Façon comme une autre de vous prévenir que l’on va modifier complètement la structure envisagée initialement et tirer les conclusions de notre déconvenue. La première leçon de ce désastre se résume à : Sauf cas très particulier, ne jamais utiliser l’arbre de sortie d’un petit servomoteur pour supporter des charges. C’est la morphologie de la machine qui supportera les poids par des articulations raisonnablement dimensionnées. Le moteur ne servira qu’à fournir le couple de torsion. Pour notre petit projet expérimental, nous allons déroger à cette résolution, car nous n’avons pas vraiment le choix. La photographie d’Image15.JPG va nous servir à élaborer un compromis acceptable. Les deux « gros » servomoteurs de la HANCHE et de l’ÉPAULE supporteront les poids de l’ensemble. Pour éliminer le problème le plus dévastateur, on supprime purement et simplement le poignet. Notre machine voit diminuer d’une unité son degré de mobilité. Du coup le logiciel qui gérait 5 moteurs va devoir être entièrement reprogrammé. (C’est la dure réalité du réel. Quand c’est mauvais, soit on abandonne, soit on recommence. Et pour nous, l’abandon n’est pas une option.) Sur Image15.JPG on constate que la distance D qui sépare l’articulation du servomoteur du poids de la PINCE est bien trop grande. En mécanique on utiliserait le vocable de « bras de levier ». Le moteur du coude n’a absolument pas assez de couple pour soulever la pince.

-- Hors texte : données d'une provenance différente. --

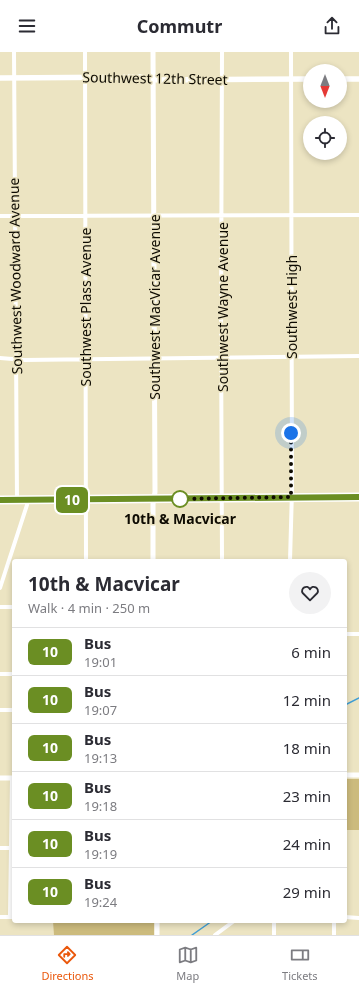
<!DOCTYPE html>
<html lang="en">
<head>
<meta charset="utf-8">
<style>
  :root { --surface:#fff; --page:#f2f2f3; --text:#2b2b33; --muted:#7c7c81; --line:#e1e1e2; --accent:#ea580c }
  body { margin:0; font-family:"Noto Sans",sans-serif; background:var(--page); color:var(--text); height:100vh; display:flex; flex-direction:column; font-size:15px; white-space:nowrap }
  * { box-sizing:border-box; margin:0 }
  p { font-size:13px; color:var(--muted) }
  .icon { flex:none; width:22px; height:22px; fill:none; stroke:currentColor; stroke-width:2; stroke-linecap:round; stroke-linejoin:round }
  .map { position:relative; flex:1; overflow:hidden }
  .details { position:absolute; left:12px; top:507px; width:335px; height:364px; display:flex; flex-direction:column; background:var(--surface); border-radius:4px; box-shadow:0 2px 6px #0003 }
  .details>* { flex:none }
  .badge { padding:0 8px; border-radius:6px; font-size:14px; line-height:26px }
  .needle { width:26px; rotate:180deg }
  .fabs { position:absolute; left:303px; top:12px; display:grid; gap:8px }
  .fabs a { display:grid; place-items:center; width:44px; height:44px; border-radius:50%; background:var(--surface); box-shadow:0 2px 6px #0003; font-size:20px }
  .you { position:absolute; width:20px; height:20px; margin:-10px; border:3px solid #fff; border-radius:50%; background:#1a73e8; box-shadow:0 0 0 6px #1a73e833 }
  .map>.badge { position:absolute; translate:-50% -50%; box-shadow:0 0 0 2px #fff }
  .round { display:grid; place-items:center; flex:none; width:42px; height:42px; border-radius:21px; background:var(--page) }
  .headline { display:flex; align-items:center; justify-content:space-between; height:68px; padding:0 16px }
  h1 { font-size:19px; font-weight:700; line-height:30px }
  ul { padding:0; list-style:none }
  li { display:flex; align-items:center; gap:12px; height:48px; padding:0 16px; border-top:1px solid var(--line) }
  li div { flex:1 }
  li b { display:block; font-size:15px }
  li em { font-style:normal }
  li .badge { min-width:44px; font-weight:700; text-align:center }
  header { display:flex; justify-content:space-between; align-items:center; height:52px; padding:0 16px; background:var(--surface); font-size:18px; font-weight:700 }
  .menu { display:flex; justify-content:space-around; align-items:center; height:56px; border-top:1px solid var(--line); background:var(--surface); font-size:11px; color:var(--muted) }
  .menu a { display:grid; justify-items:center; gap:2px }
  .menu .selected { color:var(--accent) }
  .map>svg:first-child { display:block }
  .green { fill:#ccbb7d }
  .lines { fill:none; stroke-linecap:round; stroke-linejoin:round }
  .stream { stroke:#409ed5; stroke-width:1.5 }
  .minor { stroke:#fff; stroke-width:4 }
  .tertiary { stroke:#fff; stroke-width:5 }
  .secondary { stroke:#fff; stroke-width:5.5 }
  .line-casing { stroke:#fff; stroke-width:9 }
  .line { stroke:#6b8e23; stroke-width:6 }
  .walk { stroke:#0e0b02; stroke-width:4; stroke-dasharray:0 7.2 }
  .stop-dot { fill:#fff; stroke:#6b8e23; stroke-width:2 }
  .labels { text-anchor:middle; dominant-baseline:central; stroke-width:3; stroke-linejoin:round; paint-order:stroke }
  .street-label { font-size:14px; fill:#0e0b02; stroke:#ece4c2 }
  .stop-label { font-size:14px; font-weight:bold; fill:#0e0b02; stroke:#ece4c2 }
</style>
</head>
<body>
<header><svg class="icon" aria-label="menu" viewBox="0 0 24 24"><path d="M4 6h16M4 12h16M4 18h16"/></svg>Commutr<svg class="icon" aria-label="share" viewBox="0 0 24 24"><path d="M12 15V3M7 8l5-5 5 5M5 13v7h14v-7"/></svg></header>
<div class="map">
<svg width="359" height="883" viewBox="0 0 359 883">
  <rect width="100%" height="100%" fill="#ece4c2"/>
  <!-- green -->
  <path class="green" d="M345 727H359V778H345Z
    M53 869H154V883H54Z"/>
  <g class="lines">
    <!-- stream -->
    <path class="stream" d="M345 653 359 646
      M192 883 212 869"/>
    <!-- minor -->
    <path class="minor" d="M14 0 17 448
      M85 0 86 509
      M0 164 359 163
      M0 306 24 308 359 304
      M222 509 221 270 222 0
      M290 509 292 438 291 0
      M0 536 27 453V448
      M0 555H14
      M345 582H359
      M0 622H14
      M0 658H14
      M0 796H11
      M0 865H14
      M10 865 12 726
      M345 865 359 866
      M274 869V883
      M215 883 234 869
      M334 883V869"/>
    <!-- tertiary -->
    <path class="tertiary" d="M153 509V452L155 440 153 0
      M345 723H359
      M0 726H14
      M157 869V883"/>
    <!-- secondary -->
    <path class="secondary" d="M0 26 141 25 158 28 310 27
      M340 27H359
      M0 448 359 445"/>
  </g>
  <g class="lines">
    <defs>
      <path id="line" d="M0 448 359 445"/>
    </defs>
    <!-- line casing -->
    <use href="#line" class="line-casing"/>
    <!-- line -->
    <use href="#line" class="line"/>
    <!-- walk -->
    <path class="walk" d="M180 447 291 445V381"/>
  </g>
  <!-- markers -->
  <circle class="stop-dot" cx="180" cy="447" r="8"/>
  <g class="labels">
    <!-- street labels -->
    <g class="street-label">
      <text transform="translate(155 26) rotate(1)">Southwest 12th Street</text>
      <text transform="translate(15 224) rotate(-91)">Southwest Woodward Avenue</text>
      <text transform="translate(85 255) rotate(-90)">Southwest Plass Avenue</text>
      <text transform="translate(154 255) rotate(-90)">Southwest MacVicar Avenue</text>
      <text transform="translate(222 255) rotate(-90)">Southwest Wayne Avenue</text>
      <text transform="translate(291 255) rotate(-90)">Southwest High</text>
    </g>
    <!-- stop labels -->
    <g class="stop-label">
      <text x="180" y="466">10th &amp; Macvicar</text>
    </g>
  </g>
</svg>
<div class="fabs">
<a><svg class="needle" viewBox="-14 -14 28 28"><path d="M0-13l5 13h-10z" fill="#e53935"/><path d="M0 13l5-13h-10z" fill="#7c7c81"/></svg></a>
<a><svg class="icon" aria-label="locate" viewBox="0 0 24 24"><circle cx="12" cy="12" r="6"/><path d="M12 2v4M12 18v4M2 12h4M18 12h4"/></svg></a>
</div>
<div class="you" style="left:291px;top:381px"></div>
<b class="badge" style="left:72px;top:448px;background:#6b8e23;color:#fff">10</b>
<section class="details">
<div class="headline"><div><h1>10th &amp; Macvicar</h1><p>Walk · 4 min · 250 m</p></div><a class="round"><svg class="icon" aria-label="heart" viewBox="0 0 24 24"><path d="M12 20l-8-8c-3-5 5-10 8-4 3-6 11-1 8 4z"/></svg></a></div>
<ul>
<li><span class="badge" style="background:#6b8e23;color:#fff">10</span><div><b>Bus</b><p>19:01</p></div><em>6 min</em></li>
<li><span class="badge" style="background:#6b8e23;color:#fff">10</span><div><b>Bus</b><p>19:07</p></div><em>12 min</em></li>
<li><span class="badge" style="background:#6b8e23;color:#fff">10</span><div><b>Bus</b><p>19:13</p></div><em>18 min</em></li>
<li><span class="badge" style="background:#6b8e23;color:#fff">10</span><div><b>Bus</b><p>19:18</p></div><em>23 min</em></li>
<li><span class="badge" style="background:#6b8e23;color:#fff">10</span><div><b>Bus</b><p>19:19</p></div><em>24 min</em></li>
<li><span class="badge" style="background:#6b8e23;color:#fff">10</span><div><b>Bus</b><p>19:24</p></div><em>29 min</em></li>
</ul>
</section>
</div>
<nav class="menu">
<a class="selected"><svg class="icon" aria-label="directions" viewBox="0 0 24 24"><path d="M12 3l9 9-9 9-9-9zM9 14v-3h6M13 9l2 2-2 2"/></svg>Directions</a>
<a><svg class="icon" aria-label="map" viewBox="0 0 24 24"><path d="M3 6l6-2 6 2 6-2v14l-6 2-6-2-6 2zM9 4v14M15 6v14"/></svg>Map</a>
<a><svg class="icon" aria-label="tickets" viewBox="0 0 24 24"><path d="M3 7h18v10H3zM15 7v10"/></svg>Tickets</a>
</nav>
</body>
</html>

En supprimant la torsion du poignet, on supprime un servomoteur et on gagne de la charge. Toutefois, le couple à fournir reste encore déraisonnable. Aussi, pour diminuer de façon significative l’effort résistant, nous allons diviser par deux la longueur L des bielles de l’Humérus. Comme on conserve les biellettes de l’ÉPAULE, pour compenser en partie l’angle α de 8°, on va tricher un chtipeu avec la théorie. La biellette du dessus du coude, celle de longueur L qui est noire sera réalisée un tantinet plus courte que celle de dessous en matériau doré. Pas beaucoup en réalité, soit 0,2mm de moins. Enfin, le corps de la pince sera optimisé pour diminuer encore de 5 à 8mm le bras de levier. Avec toutes ces modifications, l’ensemble prend l’aspect de la Fig.6 sachant qu’il s’agit là d’une théorie informatique. Il reste à réaliser les nouvelles pièces pour valider tous ces changements.

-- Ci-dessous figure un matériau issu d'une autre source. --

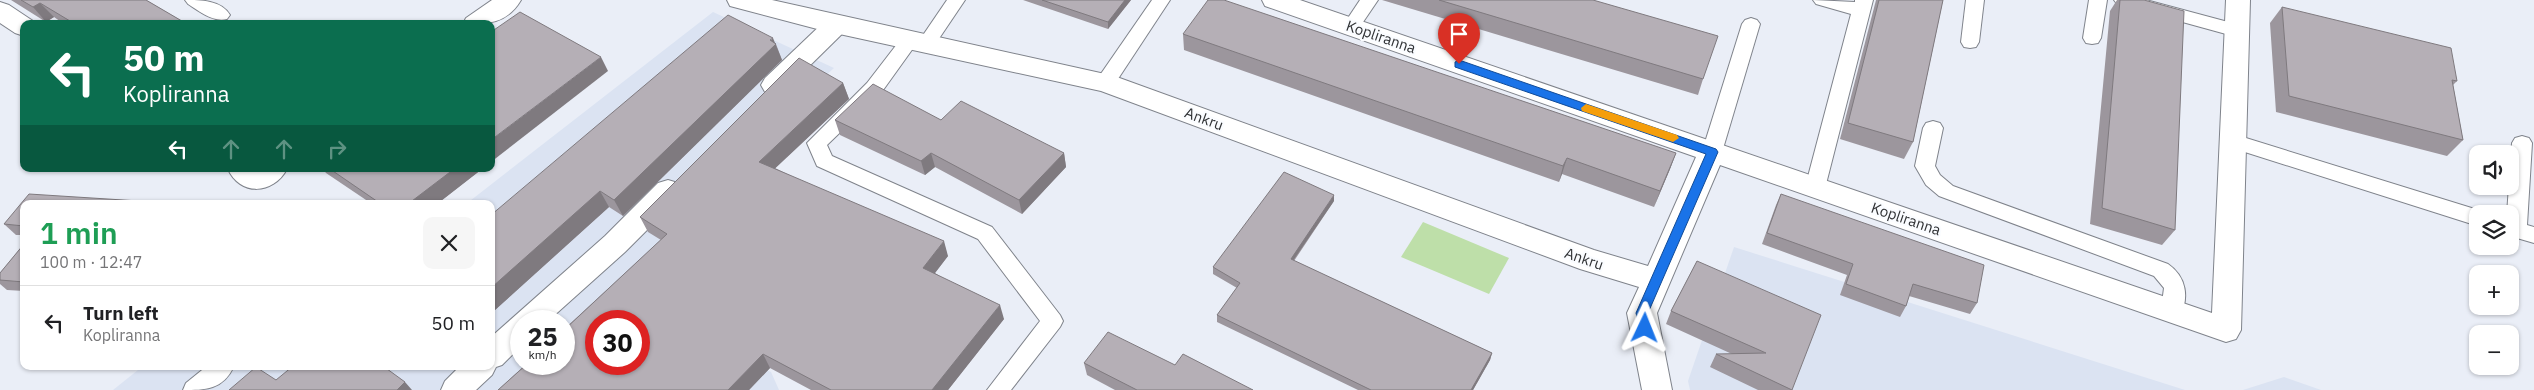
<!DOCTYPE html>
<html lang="en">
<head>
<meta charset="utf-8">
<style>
	:root { --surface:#fff; --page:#f6f6f6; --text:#202124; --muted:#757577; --line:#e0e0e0 }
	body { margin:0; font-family:"IBM Plex Sans",sans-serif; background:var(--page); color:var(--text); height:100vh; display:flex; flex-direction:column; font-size:19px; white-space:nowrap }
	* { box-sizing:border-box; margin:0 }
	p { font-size:16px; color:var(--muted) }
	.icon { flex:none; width:28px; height:28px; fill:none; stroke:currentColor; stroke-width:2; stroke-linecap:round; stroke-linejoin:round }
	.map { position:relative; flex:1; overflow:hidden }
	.panel { position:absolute; left:20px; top:200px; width:475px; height:170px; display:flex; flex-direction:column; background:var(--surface); border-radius:10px; box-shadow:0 1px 4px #0004 }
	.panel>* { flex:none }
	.banner { position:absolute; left:20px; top:20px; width:475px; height:152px; border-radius:10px; box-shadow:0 1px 4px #0004; background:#0b6e4f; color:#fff; overflow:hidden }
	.fabs { position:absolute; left:2469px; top:145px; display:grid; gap:10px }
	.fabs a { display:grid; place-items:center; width:50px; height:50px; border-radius:10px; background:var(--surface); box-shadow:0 1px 4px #0004; font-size:25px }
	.speed { position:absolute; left:510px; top:310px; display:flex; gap:10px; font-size:25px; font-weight:700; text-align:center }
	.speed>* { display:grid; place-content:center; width:65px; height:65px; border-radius:50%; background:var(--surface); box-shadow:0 1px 4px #0004; line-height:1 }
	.speed small { font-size:12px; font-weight:400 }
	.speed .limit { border:8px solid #d22; background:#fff; color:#111 }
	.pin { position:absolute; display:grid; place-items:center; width:42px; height:42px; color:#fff; margin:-51px -21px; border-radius:50% 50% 50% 0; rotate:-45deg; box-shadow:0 0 5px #0007 }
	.pin .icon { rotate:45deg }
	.me { position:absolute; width:55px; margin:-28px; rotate:2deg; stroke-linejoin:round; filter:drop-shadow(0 0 4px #0008) }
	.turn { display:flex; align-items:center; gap:18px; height:105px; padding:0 20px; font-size:22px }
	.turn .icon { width:65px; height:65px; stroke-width:2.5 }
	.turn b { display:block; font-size:35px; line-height:42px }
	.lanes { display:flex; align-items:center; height:48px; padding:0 20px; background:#0003; justify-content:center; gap:25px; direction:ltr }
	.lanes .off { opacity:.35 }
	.round { display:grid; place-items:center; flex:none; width:52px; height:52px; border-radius:10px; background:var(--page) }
	.headline { display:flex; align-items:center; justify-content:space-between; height:85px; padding:0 20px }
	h1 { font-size:30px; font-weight:600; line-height:38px; color:#1e9e55 }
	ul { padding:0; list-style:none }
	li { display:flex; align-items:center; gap:15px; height:75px; padding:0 20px; border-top:1px solid var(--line) }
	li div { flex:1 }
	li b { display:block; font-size:19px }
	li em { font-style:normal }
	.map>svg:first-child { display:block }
	.built { fill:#dbe3f2; fill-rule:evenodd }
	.green { fill:#bedfa9 }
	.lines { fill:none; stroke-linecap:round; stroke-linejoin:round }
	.service-casing { stroke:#7f838b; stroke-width:2 }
	.pedestrian-casing { stroke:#7f838b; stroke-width:2 }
	.minor-casing { stroke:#7f838b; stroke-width:2 }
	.service { fill:#fff; fill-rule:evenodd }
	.pedestrian { fill:#fff; fill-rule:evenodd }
	.minor { fill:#fff; fill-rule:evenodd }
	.wall { fill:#9c969d }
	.shaded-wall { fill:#7f7a7f }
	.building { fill:#b5afb6; stroke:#7f7a7f; fill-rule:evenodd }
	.route { fill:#1a73e8; stroke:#114b97 }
	.slow { fill:#f59e0b }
	.labels { text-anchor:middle; stroke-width:4.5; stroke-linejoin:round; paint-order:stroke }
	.street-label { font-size:15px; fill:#303235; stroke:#fafcff }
</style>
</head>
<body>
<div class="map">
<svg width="2534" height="390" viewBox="0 0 2534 390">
	<rect width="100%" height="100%" fill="#eaeef7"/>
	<g class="built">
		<path d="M713,12L834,68L655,234L812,322L767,370L771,372L779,390H113L143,366H491V204H466ZM521,321H564V364H521ZM596,321H639V364H596Z"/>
		<path d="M1734,247L2185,390H1690L1688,381Z"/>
		<path d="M2284,377L2321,390H2243Z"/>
	</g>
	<path class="green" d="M1423,222L1509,258L1489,294L1401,257Z"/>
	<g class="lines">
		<g class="service-casing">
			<g id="service">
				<path d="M185,0C201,0 221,0 230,15L227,19C214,23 199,11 188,4Z"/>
				<path d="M947,0H965L932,49L926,50L920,49L917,44Z"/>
				<path d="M1152,0H1170L1112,88L1105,90L1098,88L1096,83L1098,78Z"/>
				<path d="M1360,0H1378L1357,31L1351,33L1345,31L1342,27Z"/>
				<path d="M1813,0L1855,2V0H1873L1825,188L1822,193L1815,196L1808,193L1805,188L1851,14L1816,4Z"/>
				<path d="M1966,0H1984L1979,42L1976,47L1970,48L1964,47L1961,42Z"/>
				<path d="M2089,0H2107L2101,38L2098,43L2092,44L2086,43L2083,38Z"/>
				<path d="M2114,0H2146L2243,26L2246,31L2243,36L2237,37L2117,4Z"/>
				<path d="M1751,18L1757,20L1760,24L1722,152L1719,157L1712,159L1705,157L1702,152L1742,24L1745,20Z"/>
				<path d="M910,34L916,35L919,40L881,93L827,145L832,156L992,227L1060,315L1063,321L1060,327L1011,390H987L1040,321L978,239L817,166L807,143L867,83L904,35Z"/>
				<path d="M1933,121L1940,123L1943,128L1935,166L1940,175L1953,186L2168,264C2187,277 2189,298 2180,317L2172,320L2164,317L2161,311L2164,288L2154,276L1939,196L1926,185L1915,166L1923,128L1926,123Z"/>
				<path d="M2233,134L2478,210L2486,214H2478V226L2226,146L2223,141L2226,136Z"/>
				<path d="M2522,136L2529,138L2532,143L2527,225L2534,227V243L2510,236V214H2507L2512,143L2515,138Z"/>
				<path d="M207,366H234C223,390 205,390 183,390L186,383Z"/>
			</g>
		</g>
		<g class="pedestrian-casing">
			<g id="pedestrian">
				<path d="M836,16L845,19L848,25L845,31L783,92L774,94L765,92L761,85L765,78L827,19Z"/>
				<path d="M668,180L678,183L682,191L678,199L625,252L548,321H521V346L502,365L496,367L492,375L476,390H441L445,381L460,366H491V337L605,236L658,183Z"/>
			</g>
		</g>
		<g class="minor-casing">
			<g id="minor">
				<path d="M492,0H521C507,24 487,24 463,24L466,18Z"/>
				<path d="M727,0H772L1114,76L1594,250L1648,266L1696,157L1265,6L1262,0H1300L2212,313L2226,0H2250L2241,330L2236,339L2226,342L1720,165L1657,313L1672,390H1642L1627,313L1639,287L1580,269L1101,91L821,30L730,6Z"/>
				<path d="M0,2L9,5L33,21L34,24H24V36L15,33L0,23Z"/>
				<path d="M228,169H287C273,195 240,196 228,169Z"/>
			</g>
		</g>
		<use href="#service" class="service"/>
		<use href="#pedestrian" class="pedestrian"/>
		<use href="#minor" class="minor"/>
	</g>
	<g class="wall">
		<path d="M11,0H146L187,24H64L54,17L46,22Z"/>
		<path d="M1023,0H1131L1108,29Z"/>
		<path d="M1382,0H1593L1703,79L1698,95Z"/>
		<path d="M1876,0H1943L1913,142L1904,159L1840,139Z"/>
		<path d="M2117,0H2144L2175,230L2162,245L2090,224L2110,11Z"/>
		<path d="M2282,7L2457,81L2453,85L2463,140L2447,156L2276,112L2270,23Z"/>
		<path d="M1183,34L1676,153L1670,169L1654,207L1562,174L1559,182L1184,50Z"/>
		<path d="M775,43L776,44L782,60L623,216L609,207L495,310L491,308V215Z"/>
		<path d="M843,83L849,99L775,168L948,256L935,273L1004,319L948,390H811L770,368L749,390H498L661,240L648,232L640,217Z"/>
		<path d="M835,120H941L1064,153L1066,167L1022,214L935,167L925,175L840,135Z"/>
		<path d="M323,169H482L437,204H372L326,173Z"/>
		<path d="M1781,194L1977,303L1970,314L1909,296L1906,306L1900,317L1840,295L1847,275L1762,244L1776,205Z"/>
		<path d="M1334,201L1294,261L1492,353L1490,360L1473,390H1358L1217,322V315L1237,288L1213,274V267Z"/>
		<path d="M24,204V235H16L4,224Z"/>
		<path d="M24,244V291L7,290L0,284V273Z"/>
		<path d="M1697,261L1792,390H1758L1710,367L1716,354H1732L1666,324L1671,311Z"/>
		<path d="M1084,363L1175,365L1253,390H1115L1087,375Z"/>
	</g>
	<g class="shaded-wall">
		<path d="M1125,0H1131L1108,29V22Z"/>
		<path d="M40,3L54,17L46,22L33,7Z"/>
		<path d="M773,38L782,60L623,216L614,200Z"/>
		<path d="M601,57L608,71L491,162V140Z"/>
		<path d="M843,83L849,99L766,177L759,162Z"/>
		<path d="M931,153L935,167L925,175L921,161Z"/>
		<path d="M1064,153L1066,167L1022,214L1019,200Z"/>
		<path d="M1676,153L1670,169L1654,207L1660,191Z"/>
		<path d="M1567,158L1562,174L1559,182L1563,166Z"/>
		<path d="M454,169H482L437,204H408Z"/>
		<path d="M600,191L609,207L495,310L491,305V288Z"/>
		<path d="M1334,195V201L1290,265L1291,259Z"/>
		<path d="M944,241L948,256L928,282L923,268Z"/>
		<path d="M1000,305L1004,319L948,390H932Z"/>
		<path d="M1492,353L1490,360L1473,390H1471Z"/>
		<path d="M763,354L770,368L749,390H728Z"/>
		<path d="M405,382L412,390H397Z"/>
	</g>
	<g class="building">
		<path d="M21,0H146L187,24H75L40,3L33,7Z"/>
		<path d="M1042,0H1125L1108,22Z"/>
		<path d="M1208,0H1224L1676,153L1660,191L1567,158L1563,166L1183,34Z"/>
		<path d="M1439,0H1593L1718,36L1703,79Z"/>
		<path d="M1879,0H1943L1913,142L1848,123Z"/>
		<path d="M2120,0H2144L2184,11L2175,230L2102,208Z"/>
		<path d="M2282,7L2451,48L2457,81L2452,80L2463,140L2289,96Z"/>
		<path d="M520,12L601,57L491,140V32Z"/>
		<path d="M728,15L773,38L770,40L776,44L614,200L600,191L491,288V215Z"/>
		<path d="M799,58L843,83L759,162L944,241L923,268L1000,305L932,390H831L763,354L728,390H498L527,364H564V330L667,234L640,217ZM596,321H639V364H596Z"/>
		<path d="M873,84L941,120L961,101L1064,153L1019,200L931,153L921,161L835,120Z"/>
		<path d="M330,169H454L408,204H381Z"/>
		<path d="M1284,172L1334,195L1291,259L1492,353L1471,390H1371L1217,315L1240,283L1213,267Z"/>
		<path d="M29,194L186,204H24V226L4,224Z"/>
		<path d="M1781,194L1984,265L1977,303L1913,284L1906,306L1846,284L1853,264L1767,233Z"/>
		<path d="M24,244V282L0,280V273Z"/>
		<path d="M1697,261L1821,315L1792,390L1716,354L1766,353L1671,311Z"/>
		<path d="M1108,332L1175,365L1183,354L1253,390H1137L1084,363Z"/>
		<path d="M293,366H383L405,382L397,390H229L256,367L276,380Z"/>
	</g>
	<path class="route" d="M1459,60L1716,149L1718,152L1648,313L1651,328L1649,332H1641L1636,313L1706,154L1455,67V62Z"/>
	<path class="slow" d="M1586,104L1677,135L1679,138L1673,142L1582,111L1581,108Z"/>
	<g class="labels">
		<g class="street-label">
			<text transform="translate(1381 37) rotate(19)" y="5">Kopliranna</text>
			<text transform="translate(1204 119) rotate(20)" y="5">Ankru</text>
			<text transform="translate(1906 219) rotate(19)" y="5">Kopliranna</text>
			<text transform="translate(1584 259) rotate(19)" y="5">Ankru</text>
		</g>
	</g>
</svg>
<div class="fabs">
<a><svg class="icon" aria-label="sound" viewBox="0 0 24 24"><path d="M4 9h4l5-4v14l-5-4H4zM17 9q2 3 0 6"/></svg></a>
<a><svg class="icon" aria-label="layers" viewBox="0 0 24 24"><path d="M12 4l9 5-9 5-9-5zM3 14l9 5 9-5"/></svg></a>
<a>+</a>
<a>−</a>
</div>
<div class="speed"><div>25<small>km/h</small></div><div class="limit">30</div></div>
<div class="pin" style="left:1459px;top:64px;background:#d93025"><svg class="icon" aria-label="arrive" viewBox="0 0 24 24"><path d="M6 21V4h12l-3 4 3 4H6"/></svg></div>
<svg class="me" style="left:1645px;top:328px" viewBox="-20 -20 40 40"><path d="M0-17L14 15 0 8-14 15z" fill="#1a73e8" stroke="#fff" stroke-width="4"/></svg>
<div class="banner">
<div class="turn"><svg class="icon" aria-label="left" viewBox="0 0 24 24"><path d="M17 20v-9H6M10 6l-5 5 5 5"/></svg><div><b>50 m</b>Kopliranna</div></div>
<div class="lanes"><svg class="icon" aria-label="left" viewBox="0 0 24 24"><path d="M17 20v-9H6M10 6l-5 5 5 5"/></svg><svg class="icon off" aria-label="ahead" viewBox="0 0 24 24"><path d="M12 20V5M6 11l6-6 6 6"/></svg><svg class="icon off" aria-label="ahead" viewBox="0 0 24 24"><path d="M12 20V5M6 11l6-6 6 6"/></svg><svg class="icon off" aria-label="right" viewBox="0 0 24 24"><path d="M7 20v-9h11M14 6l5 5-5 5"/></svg></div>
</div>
<section class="panel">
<div class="headline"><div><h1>1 min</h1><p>100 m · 12:47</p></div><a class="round"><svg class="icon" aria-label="close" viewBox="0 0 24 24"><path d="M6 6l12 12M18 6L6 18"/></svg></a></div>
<ul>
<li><svg class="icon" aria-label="left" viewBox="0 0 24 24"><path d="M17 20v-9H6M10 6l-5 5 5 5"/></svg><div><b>Turn left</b><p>Kopliranna</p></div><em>50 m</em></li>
</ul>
</section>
</div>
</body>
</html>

Ce que ne montre pas le dessin de la Fig.6, c’est que l’Accouplement humérus a été redessiné avec 2mm de moins pour la distance entre les articulations, et ainsi évacuer la déviation α. Sur les dessins théoriques la pince semble notablement cabrée, reste à voir l’effet lorsque les différents jeux dans le réel dégraderont cette géométrie numérisée. Toutes ces modifications ne sont pas sans influence sur les caractéristiques de base de notre petite machine. Sur la Fig.6 la configuration est présentée lorsque le bras se trouve en élongation maximale, la pince au plus bas. Le volume enveloppe de ses possibilités de préhension a notablement diminué. Par ailleurs, la hauteur H la plus faible de la pince est plus élevée que dans la version initiale. Comme nous sommes dans un domaine de loisir, les performances de notre « produit » ne sont pas concurrencées par un marché industriel impitoyable. Pour cette version expérimentale, les performances de la version « courte » sont largement suffisantes … à condition d’avoir résolu ou contourné les problèmes rencontrés sur le premier prototype.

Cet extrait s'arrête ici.